Un groupe de personnalités de premier plan (dont Jacques Delors, Jean-Luc Dehaene et Guy Verhofstadt, voir notre bulletin d'hier), dans un appel à mobiliser l'opinion publique dans un véritable débat sur l'avenir de l'Europe, a invité les partis à désigner leur candidat à la présidence de la Commission. En même temps, Jo Leinen a invité le PSE (Parti des socialistes européens) à soumettre aux électeurs une candidature alternative à celle de M. Barroso, et il a en pratique ouvert la campagne en affirmant que la Commission actuelle a échoué dans le contrôle des marchés financiers et dans la stabilisation du marché du travail, soulignant que les électeurs ne doivent pas seulement s'exprimer sur une nouvelle orientation politique mais aussi choisir les personnalités qui devront la concrétiser. À première vue, c'est logique.

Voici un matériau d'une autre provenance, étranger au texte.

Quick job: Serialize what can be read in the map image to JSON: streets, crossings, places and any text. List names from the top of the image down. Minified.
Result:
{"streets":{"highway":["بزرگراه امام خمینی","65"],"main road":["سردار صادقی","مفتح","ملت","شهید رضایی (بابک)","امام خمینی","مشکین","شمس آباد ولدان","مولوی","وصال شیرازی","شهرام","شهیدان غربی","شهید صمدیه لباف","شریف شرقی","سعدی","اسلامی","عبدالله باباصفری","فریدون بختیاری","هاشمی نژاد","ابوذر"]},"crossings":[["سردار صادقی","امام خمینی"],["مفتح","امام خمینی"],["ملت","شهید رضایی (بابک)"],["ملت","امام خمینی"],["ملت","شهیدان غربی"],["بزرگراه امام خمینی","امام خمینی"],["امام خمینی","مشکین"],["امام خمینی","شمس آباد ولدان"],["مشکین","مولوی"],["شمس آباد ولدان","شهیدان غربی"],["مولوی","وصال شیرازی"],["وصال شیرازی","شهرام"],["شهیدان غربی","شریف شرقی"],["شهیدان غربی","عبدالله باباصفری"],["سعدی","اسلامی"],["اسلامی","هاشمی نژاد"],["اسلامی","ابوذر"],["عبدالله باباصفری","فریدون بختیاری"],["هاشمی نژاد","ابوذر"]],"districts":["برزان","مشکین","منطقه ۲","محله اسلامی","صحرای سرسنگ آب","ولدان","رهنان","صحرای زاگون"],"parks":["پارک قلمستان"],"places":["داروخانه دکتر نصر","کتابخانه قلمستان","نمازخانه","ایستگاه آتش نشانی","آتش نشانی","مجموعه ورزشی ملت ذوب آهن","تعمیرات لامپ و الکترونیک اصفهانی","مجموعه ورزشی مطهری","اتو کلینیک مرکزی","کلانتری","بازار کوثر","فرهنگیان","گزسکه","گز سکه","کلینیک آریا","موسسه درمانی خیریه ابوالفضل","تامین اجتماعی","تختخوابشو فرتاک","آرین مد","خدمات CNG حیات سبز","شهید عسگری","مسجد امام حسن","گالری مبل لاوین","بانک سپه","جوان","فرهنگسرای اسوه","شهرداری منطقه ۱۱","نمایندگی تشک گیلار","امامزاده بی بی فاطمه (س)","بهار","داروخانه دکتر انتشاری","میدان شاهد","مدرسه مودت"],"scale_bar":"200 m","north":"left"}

L'erreur des socialistes. Où se situe alors l'erreur des socialistes ? Elle est double: l'incapacité, du moins jusqu'à présent, à désigner leur candidat (et c'est à cette incapacité que Jo Leinen a réagi) et surtout le fait que plusieurs personnalités socialistes de premier plan se sont déjà prononcées en faveur d'un nouveau mandat pour M. Barroso. C'est le cas du Premier ministre britannique Gordon Brown (qui appartient, on le sait, au parti travailliste, membre du PSE) avec une motivation très chaude: il a fait un excellent travail, il a mis en place une Europe plus forte, plus juste et plus prospère et il a montré la voie sur la question du changement climatique. C'est le cas des chefs de gouvernement d'Espagne et du Portugal. En sachant que la majorité des autres chefs de gouvernement appartiennent au PPE ou en sont assez proches, et que c'est le Conseil européen (donc, les chefs d'État ou de gouvernement) qui désigne le président de la Commission (et il doit le faire à l'unanimité), il semble évident qu'un candidat socialiste n'aurait pas, dans les circonstances actuelles, beaucoup de chances. Sauf en cas de succès spectaculaire des listes socialistes aux prochaines élections européennes. C'est bien l'objectif de Jo Leinen et des autres responsables socialistes qui estiment nécessaire que le PSE désigne son candidat. Mais lors de la rencontre de la semaine dernière entre les dirigeants socialistes, seule Martine Aubry, du PS français, s'est prononcée explicitement contre M. Barroso et pour une personnalité alternative. Comment la désigner, cette personnalité, vu que M. Brown, M. Zapatero et M. Socrates se sont déjà prononcés pour M. Barroso ?

Une évolution inopportune ? J'ajoute que des politologues qualifiés estiment inopportun, voire même nocif, que le président de la Commission ait des liens étroits avec un groupe politique du Parlement européen. Dans une Union réunissant un grand nombre d'États membres, il y aura toujours en même temps des gouvernements de tendance socialiste et d'autres du centre, des coalitions de centre-droite et d'autres de centre-gauche. La Commission doit être au-dessus de ces divisions et tenir compte de tous les intérêts pour définir l'intérêt européen. Elle ne doit pas avoir des comptes à rendre à l'un ou l'autre groupe parlementaire, jusqu'au jour où l'UE serait une véritable Fédération, sur le modèle des États-Unis d'Amérique ; ce qui n'est pas prévisible et peut-être même pas souhaitable.

C'est pourquoi le titre de ce commentaire parle de « saga des maladresses ».